Durch die Verwendung des Nominalstils in Wissenschafts- und Fachtexten ist es möglich, mit knappen sprachlichen Mitteln ein hohes Maß an Informationen zu liefern. Im folgenden Regelkatalog wird es darum gehen, wie Verben, Adjektive und Nebensätze zu einer Nominalphrase - und somit zu einem Satzglied - umgeformt werden.
Eine Verbalphrase (VP), also ein flektiertes Verb
(V) bzw. ein Adjektiv mit Hilfsverb
(Adj+Vaux) wird zu einem Nomen.
Prinzipiell kann ein
Nomen aus einem Verb geformt
werden,
indem man den Infinitiv mit einem Artikel (immer Neutrum) bildet.
Dieser nominalisierte Infinitiv wird
vor
allem dann verwendet, wenn es kein eigenes Nomen zu dem Verb gibt.
Zur Bildung des entsprechenden
Substantivs ist es wichtig zu wissen, welche Endung (Suffix)
benötigt wird. Dazu können Sie sich die
Regeln
zur Wortbildung
ansehen. Es gibt jedoch nicht für alle Gruppen von Verben und
Adjektiven verbindliche Regeln.
VP | { | V Adj + Vaux |
} | → N |
erwerben | → | der Erwerb (das Erwerben) |
wichtig | → | die Wichtigkeit (das Wichtige) |
Unabhängig davon, welche Objekte ein Satz enthält, gelten die folgenden Regeln zur Nominalisierung für alle folgenden Teilgebiete.

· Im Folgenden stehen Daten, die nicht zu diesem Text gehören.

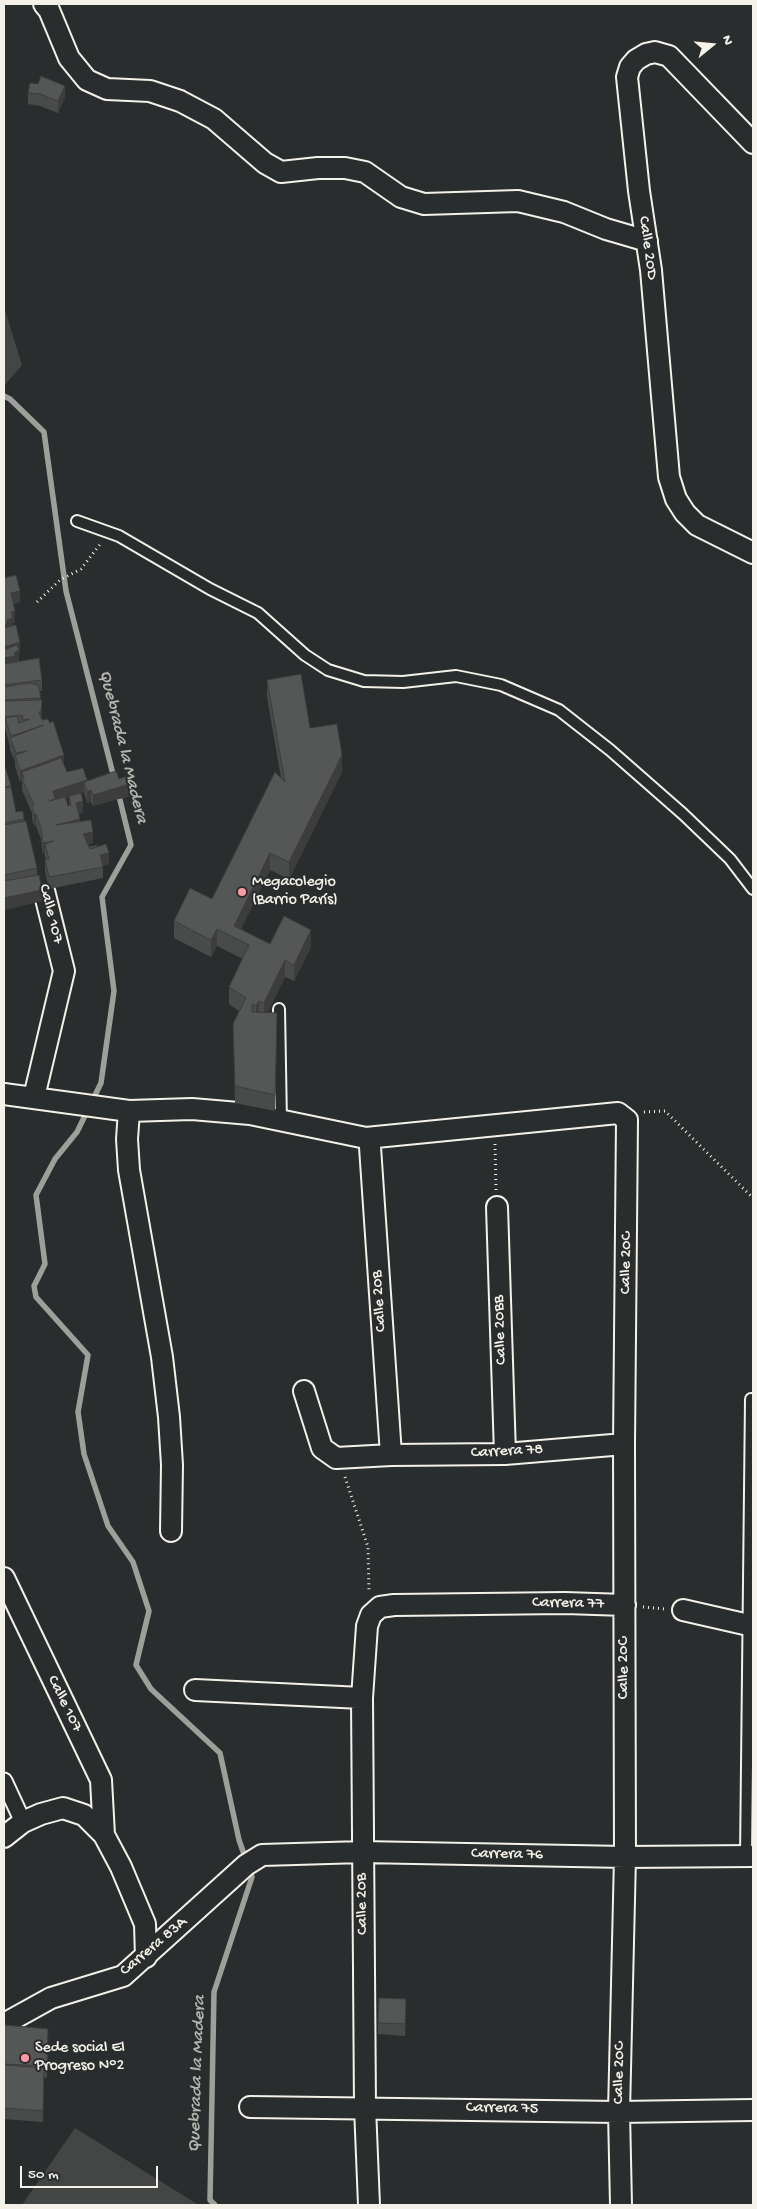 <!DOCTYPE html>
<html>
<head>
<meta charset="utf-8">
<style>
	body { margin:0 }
	#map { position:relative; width:757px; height:2209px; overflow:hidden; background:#2a2d2e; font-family:"Gochi Hand",sans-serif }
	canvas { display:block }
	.frame { position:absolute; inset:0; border:5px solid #f4f1e8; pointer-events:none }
	.north { position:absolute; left:687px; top:20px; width:50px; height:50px; -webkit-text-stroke:4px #2a2d2e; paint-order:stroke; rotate:73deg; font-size:14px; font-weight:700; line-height:20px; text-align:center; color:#f4f1e8 }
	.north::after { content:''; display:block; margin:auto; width:18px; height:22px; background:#f4f1e8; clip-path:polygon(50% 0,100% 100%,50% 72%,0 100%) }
	.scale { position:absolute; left:20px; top:2166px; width:138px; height:22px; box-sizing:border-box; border:2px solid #f4f1e8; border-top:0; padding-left:6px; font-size:15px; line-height:18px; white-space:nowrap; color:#f4f1e8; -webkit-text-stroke:4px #2a2d2e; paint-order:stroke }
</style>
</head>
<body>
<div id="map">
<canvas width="757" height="2209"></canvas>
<div class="frame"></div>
<div class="north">N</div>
<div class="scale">50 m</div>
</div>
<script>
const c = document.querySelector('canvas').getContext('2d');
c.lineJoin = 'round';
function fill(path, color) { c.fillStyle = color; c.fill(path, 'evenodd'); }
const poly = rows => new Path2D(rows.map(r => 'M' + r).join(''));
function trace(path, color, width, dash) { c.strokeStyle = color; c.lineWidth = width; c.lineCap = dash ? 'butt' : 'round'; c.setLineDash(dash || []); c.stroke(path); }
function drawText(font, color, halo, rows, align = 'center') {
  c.font = font + ' "Gochi Hand",sans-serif'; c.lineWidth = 4; c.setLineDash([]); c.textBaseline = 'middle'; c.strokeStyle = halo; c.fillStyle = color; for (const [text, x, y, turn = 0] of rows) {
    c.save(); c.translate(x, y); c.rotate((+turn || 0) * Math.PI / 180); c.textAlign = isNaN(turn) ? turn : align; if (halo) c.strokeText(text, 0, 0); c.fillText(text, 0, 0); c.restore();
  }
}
const green = poly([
	[4,307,22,365,4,386],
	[75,2128,197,2204,22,2205]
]);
const stream = poly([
	[4,396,10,399,44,432,66,591,114,778],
	[118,792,131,845,102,897,114,991,101,1083,77,1132,55,1159,36,1195,45,1264,34,1286,36,1297,88,1355,78,1412,84,1454,108,1526,133,1562,149,1611,136,1665,151,1689,220,1753,239,1840,252,1877,214,1992,210,2200,215,2205]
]);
const path = poly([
	[37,602,60,580,81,569,101,543],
	[644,1112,665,1111,753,1198],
	[495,1144,496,1190],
	[345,1477,368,1547,369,1592],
	[643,1607,665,1609]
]);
const service = poly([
	[77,521,119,536,210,589,258,613,305,655,328,670,364,681,403,682,456,676,501,685,559,710,610,750,683,814,730,859,753,889],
	[279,1009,281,1122],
	[746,1856,751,1399]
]);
const pedestrian = poly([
	[4,1781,23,1822]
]);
const minor = poly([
	[44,4,49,10,69,58,87,80,107,89,150,91,180,101,214,119,265,163,281,172,318,168,345,168,365,172,401,197,424,204,518,201,564,212,606,229,647,241],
	[753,143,669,56,655,52,646,54,636,60,630,67,627,77,639,191,651,270,669,477,676,499,685,513,697,525,753,553],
	[4,730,64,971,34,1097],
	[4,1094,129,1111,192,1109,250,1114,366,1138,618,1113,627,1120,624,1444,625,1857,619,2112,621,2205],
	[129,1111,127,1139,129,1170,162,1357,169,1417,172,1465,171,1531],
	[370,1147,391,1455],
	[497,1207,505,1454],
	[304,1391,322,1448,336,1458,391,1455,505,1454,624,1444],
	[4,1578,101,1780,104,1835],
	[683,1610,753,1626],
	[195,1690,362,1698],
	[4,1837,23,1822,41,1814,63,1808,84,1815,104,1835,121,1867,145,1924,146,1957],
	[4,2024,51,1998,123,1976,246,1865,262,1855,362,1852,625,1857,753,1856],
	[250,2107,619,2112,753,2110],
	[369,2205,365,2107,362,1698,367,1626,371,1615,380,1607,394,1605,565,1603,625,1605]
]);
const wall = poly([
	[28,93,65,97,58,113,40,106,28,104],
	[4,578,20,602,13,604,15,622,13,623,13,626,20,653,19,653,18,661,42,680,42,691,39,691,42,711,41,719,67,772,87,781,119,779,130,796,93,806,91,802,87,803,84,792,81,793,83,812,79,814,80,822,93,843,88,844,89,847,97,847,109,864,103,866,103,878,49,889,45,871,45,860,46,859,45,854,43,854,41,839,36,826,34,826,32,818,32,813,22,790,22,782,20,782,15,766,15,761,10,750,10,747,5,728,4,729],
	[69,797,69,805,68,806,66,798],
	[267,680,310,728,342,772,289,879,270,870,241,929,270,944,311,947,294,981,285,977,267,1013,277,1030,275,1111,235,1103,233,1024,239,1011,229,1004,229,987,243,959,217,946,211,957,174,938,174,921,212,899,281,778,267,697],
	[4,747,5,751,5,762,4,762],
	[4,764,11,787,16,812,24,819,37,868,37,875,42,901,4,910],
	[406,2010,405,2036,378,2034,378,2023],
	[4,2025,48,2029,47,2078,44,2077,43,2122,4,2119]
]);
const shadedWall = poly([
	[65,86,65,97,58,113,58,101],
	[20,591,20,602,11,605,11,593],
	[15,611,15,622,13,623,13,630,4,637,4,625,11,612],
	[20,642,20,653,19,653,19,661,15,664,4,670,4,647],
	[42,700,42,711,41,722,39,712],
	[44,725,11,739,11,736],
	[64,755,64,767,24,778,22,772,22,782,20,782,20,771],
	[342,755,342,772,289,879,289,862],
	[87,780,87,790,84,782,84,792,55,801,49,813,53,791],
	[130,784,130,796,93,806,93,795],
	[91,790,91,802,87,803,87,792],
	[83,801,83,812,76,814,76,803],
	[36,814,36,826,34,826,34,815],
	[80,819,80,830,56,825],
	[93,832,93,843,83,845,83,834],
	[54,841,45,844,45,854,43,854,43,843],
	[109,853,109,864,100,866,100,855],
	[270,853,270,870,236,939,234,926],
	[42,890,42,901,4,910,4,898],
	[217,929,217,946,211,957,211,940],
	[311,930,311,947,294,981,294,965],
	[285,960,285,977,264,1020,264,1003],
	[259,1001,259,1017,256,1023,256,1006]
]);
const building = poly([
	[41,76,65,86,58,101,40,94,28,93,30,83,38,84,41,76],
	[16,575,20,591,11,593,15,611,11,612,13,618,7,620,7,624,4,625,4,578,16,575],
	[16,625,20,642,4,647,4,628,16,625],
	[17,645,19,650,14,653,15,656,4,658,4,650,17,645],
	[39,658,42,680,4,685,4,664,39,658],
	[301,674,310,728,337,724,342,755,289,862,270,853,234,926,270,944,284,916,311,930,294,965,285,960,264,1003,259,1001,256,1006,252,1004,252,1012,277,1013,275,1095,235,1086,233,1024,246,998,229,987,249,945,217,929,211,940,174,921,190,888,212,899,275,772,285,782,267,680,301,674],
	[28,683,38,685,41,698,4,700,4,687,28,683],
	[42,700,41,711,39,712,42,720,48,719,50,723,53,721,64,755,20,771,15,755,27,751,16,753,10,738,44,725,11,736,5,718,17,716,19,723,30,719,23,720,22,715,4,717,4,701,42,700],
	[61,758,67,772,83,768,87,780,53,791,55,799,49,801,65,797,68,806,71,805,69,796,81,793,83,801,76,803,80,819,56,825,91,820,93,832,83,834,90,849,106,844,109,853,100,855,103,867,49,877,45,860,49,859,45,844,54,841,43,843,41,828,36,814,34,815,32,807,34,805,22,779,24,778,22,772,61,758],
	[4,764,11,785,4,788,4,764],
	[116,771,119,779,127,776,130,784,93,795,91,790,87,792,84,782,116,771],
	[11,787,16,812,23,811,24,819,4,823,4,788,11,787],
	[26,821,37,868,4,875,4,825,26,821],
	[97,845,97,847,90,849,89,847,97,845],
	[39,875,42,890,4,898,4,881,39,875],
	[379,1998,406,1999,405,2024,378,2023,379,1998],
	[4,2025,48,2029,47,2066,4,2064,4,2025],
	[4,2065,44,2068,43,2111,4,2108,4,2065]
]);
const markers = [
	[242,892,5,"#ff9aa2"],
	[25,2058,5,"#ff9aa2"]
];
const streetNames = [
	["Calle 20D",647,248,82],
	["Calle 107",50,914,76],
	["Calle 20C",627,1263,-89],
	["Calle 20B",380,1301,-94],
	["Calle 20BB",501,1330,-92],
	["Carrera 78",507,1452,-3],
	["Carrera 77",568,1604,1],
	["Calle 20C",625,1668,-90],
	["Calle 107",64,1704,64],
	["Carrera 76",507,1855,1],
	["Calle 20B",363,1904,-91],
	["Carrera 83A",154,1947,-40],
	["Calle 20C",620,2073,-89],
	["Carrera 75",502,2109,1]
];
const poiNames = [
	["Megacolegio",252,883],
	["(Barrio París)",252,901],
	["Sede social El",35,2049],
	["Progreso N°2",35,2067]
];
const waterNames = [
	["Quebrada la Madera",122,747,76],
	["Quebrada la Madera",198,2074,-88]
];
fill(green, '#444645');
trace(stream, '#9f9f9a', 5.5);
trace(service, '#f4f1e8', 14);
trace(pedestrian, '#f4f1e8', 19);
trace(minor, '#f4f1e8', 24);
trace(path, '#f4f1e8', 3, [1, 4]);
trace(service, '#2a2d2e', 10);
trace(pedestrian, '#2a2d2e', 15);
trace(minor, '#2a2d2e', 20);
fill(wall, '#494b4a');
fill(shadedWall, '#3c3d3c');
fill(building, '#555756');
trace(building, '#3c3d3c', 1);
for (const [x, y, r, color] of markers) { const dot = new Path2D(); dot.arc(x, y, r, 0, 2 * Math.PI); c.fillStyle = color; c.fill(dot); trace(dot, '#2a2d2e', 2); }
drawText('16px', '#f4f1e8', '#2a2d2e', streetNames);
drawText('16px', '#f4f1e8', '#2a2d2e', poiNames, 'left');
drawText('italic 18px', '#b5b3ae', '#2a2d2e', waterNames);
</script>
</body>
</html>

Wenn das Subjekt ein Personalpronomen (Pronpers) ist, wird es bei der Nominalisierung zum Possessivpronomen (Pronposs). Handelt es sich beim Subjekt um das unpersönliche Pronomen man, entfällt dieses.
Pronpers → Pronposs
Sie arbeiten
→ Ihre Arbeit ...
Man arbeitet
→ Die Arbeit ...
Das Adverb (Adv) oder adverbial gebrauchte Adjektiv einer Verbalphrase wird bei der Nominalisierung zum attributiven Adjektiv (Adjattr). Beachten Sie hier, dass sich nicht aus jedem Adverb ein Adjektiv machen lässt, wie z.B. wenig (Adv) → gering (Adj)
Adv → Adjattr
Sie arbeiten engagiert.
→ Ihre engagierte Arbeit ...
Die Nominalisierung von Negationen (Neg) erfolgt, indem man ein entsprechendes Adjektiv bildet. Die Wahl des Adjektivs ist immer kontextabhängig.
Neg → Adj
Die Studenten arbeiten nicht.
→
Die mangelnde/fehlende Arbeit der Studenten ...
Bei festen Verb-Substantiv-Verbindungen (auch Funktionsverbgefüge) wird das Verb oft nicht nominalisiert, da es kaum Eigenbedeutung und in erster Linie grammatisch-syntaktische Funktion hat.
Die Studierenden stellen hohe Anforderungen.
→ Hohe Anforderungen der Studierenden ...
Zwischen den Sprachen bestehen einige Unterschiede..
→
Einige Unterschiede zwischen den Sprachen ...
Die Verben haben und sein werden nicht nominalisiert.
Wenn das Substantiv weder Artikel (auch im Plural) noch attributives Adjektiv bei sich hat, verwenden Sie die Ersatzform zum Genitiv mit von.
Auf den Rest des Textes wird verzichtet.